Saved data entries
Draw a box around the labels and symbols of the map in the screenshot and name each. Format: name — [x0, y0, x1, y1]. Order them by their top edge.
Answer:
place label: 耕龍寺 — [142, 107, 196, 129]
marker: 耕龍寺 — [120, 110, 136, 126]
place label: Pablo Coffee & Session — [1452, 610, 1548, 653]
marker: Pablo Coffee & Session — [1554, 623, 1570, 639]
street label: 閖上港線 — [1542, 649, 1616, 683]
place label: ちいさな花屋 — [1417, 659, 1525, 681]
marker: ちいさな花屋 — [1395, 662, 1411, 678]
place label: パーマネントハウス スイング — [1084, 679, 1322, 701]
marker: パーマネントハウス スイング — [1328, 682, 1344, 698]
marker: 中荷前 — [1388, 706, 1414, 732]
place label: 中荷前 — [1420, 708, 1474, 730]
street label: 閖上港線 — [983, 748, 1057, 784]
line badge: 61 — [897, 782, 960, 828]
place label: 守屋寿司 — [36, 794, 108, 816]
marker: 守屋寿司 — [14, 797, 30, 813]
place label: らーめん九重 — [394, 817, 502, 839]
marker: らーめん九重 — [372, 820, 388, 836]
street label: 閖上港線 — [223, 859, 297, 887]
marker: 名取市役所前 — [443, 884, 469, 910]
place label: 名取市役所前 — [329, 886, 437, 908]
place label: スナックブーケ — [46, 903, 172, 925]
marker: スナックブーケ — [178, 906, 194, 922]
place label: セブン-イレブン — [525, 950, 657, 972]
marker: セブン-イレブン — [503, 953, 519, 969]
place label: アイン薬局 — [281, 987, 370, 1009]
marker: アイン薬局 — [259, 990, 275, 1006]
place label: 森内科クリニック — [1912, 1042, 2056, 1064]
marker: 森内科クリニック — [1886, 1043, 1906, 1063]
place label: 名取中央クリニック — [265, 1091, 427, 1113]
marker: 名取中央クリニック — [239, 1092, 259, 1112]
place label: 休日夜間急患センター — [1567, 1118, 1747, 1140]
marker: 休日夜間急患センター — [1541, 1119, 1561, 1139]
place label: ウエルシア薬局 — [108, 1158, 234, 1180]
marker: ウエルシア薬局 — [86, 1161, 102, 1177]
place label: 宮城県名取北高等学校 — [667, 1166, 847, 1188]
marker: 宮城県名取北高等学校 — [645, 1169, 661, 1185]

> Aim of the task:
Retype all of the records above without a single alteration.

> Task output:
Draw a box around the labels and symbols of the map in the screenshot and name each. Format: name — [x0, y0, x1, y1]. Order them by their top edge.
Answer:
place label: 耕龍寺 — [142, 107, 196, 129]
marker: 耕龍寺 — [120, 110, 136, 126]
place label: Pablo Coffee & Session — [1452, 610, 1548, 653]
marker: Pablo Coffee & Session — [1554, 623, 1570, 639]
street label: 閖上港線 — [1542, 649, 1616, 683]
place label: ちいさな花屋 — [1417, 659, 1525, 681]
marker: ちいさな花屋 — [1395, 662, 1411, 678]
place label: パーマネントハウス スイング — [1084, 679, 1322, 701]
marker: パーマネントハウス スイング — [1328, 682, 1344, 698]
marker: 中荷前 — [1388, 706, 1414, 732]
place label: 中荷前 — [1420, 708, 1474, 730]
street label: 閖上港線 — [983, 748, 1057, 784]
line badge: 61 — [897, 782, 960, 828]
place label: 守屋寿司 — [36, 794, 108, 816]
marker: 守屋寿司 — [14, 797, 30, 813]
place label: らーめん九重 — [394, 817, 502, 839]
marker: らーめん九重 — [372, 820, 388, 836]
street label: 閖上港線 — [223, 859, 297, 887]
marker: 名取市役所前 — [443, 884, 469, 910]
place label: 名取市役所前 — [329, 886, 437, 908]
place label: スナックブーケ — [46, 903, 172, 925]
marker: スナックブーケ — [178, 906, 194, 922]
place label: セブン-イレブン — [525, 950, 657, 972]
marker: セブン-イレブン — [503, 953, 519, 969]
place label: アイン薬局 — [281, 987, 370, 1009]
marker: アイン薬局 — [259, 990, 275, 1006]
place label: 森内科クリニック — [1912, 1042, 2056, 1064]
marker: 森内科クリニック — [1886, 1043, 1906, 1063]
place label: 名取中央クリニック — [265, 1091, 427, 1113]
marker: 名取中央クリニック — [239, 1092, 259, 1112]
place label: 休日夜間急患センター — [1567, 1118, 1747, 1140]
marker: 休日夜間急患センター — [1541, 1119, 1561, 1139]
place label: ウエルシア薬局 — [108, 1158, 234, 1180]
marker: ウエルシア薬局 — [86, 1161, 102, 1177]
place label: 宮城県名取北高等学校 — [667, 1166, 847, 1188]
marker: 宮城県名取北高等学校 — [645, 1169, 661, 1185]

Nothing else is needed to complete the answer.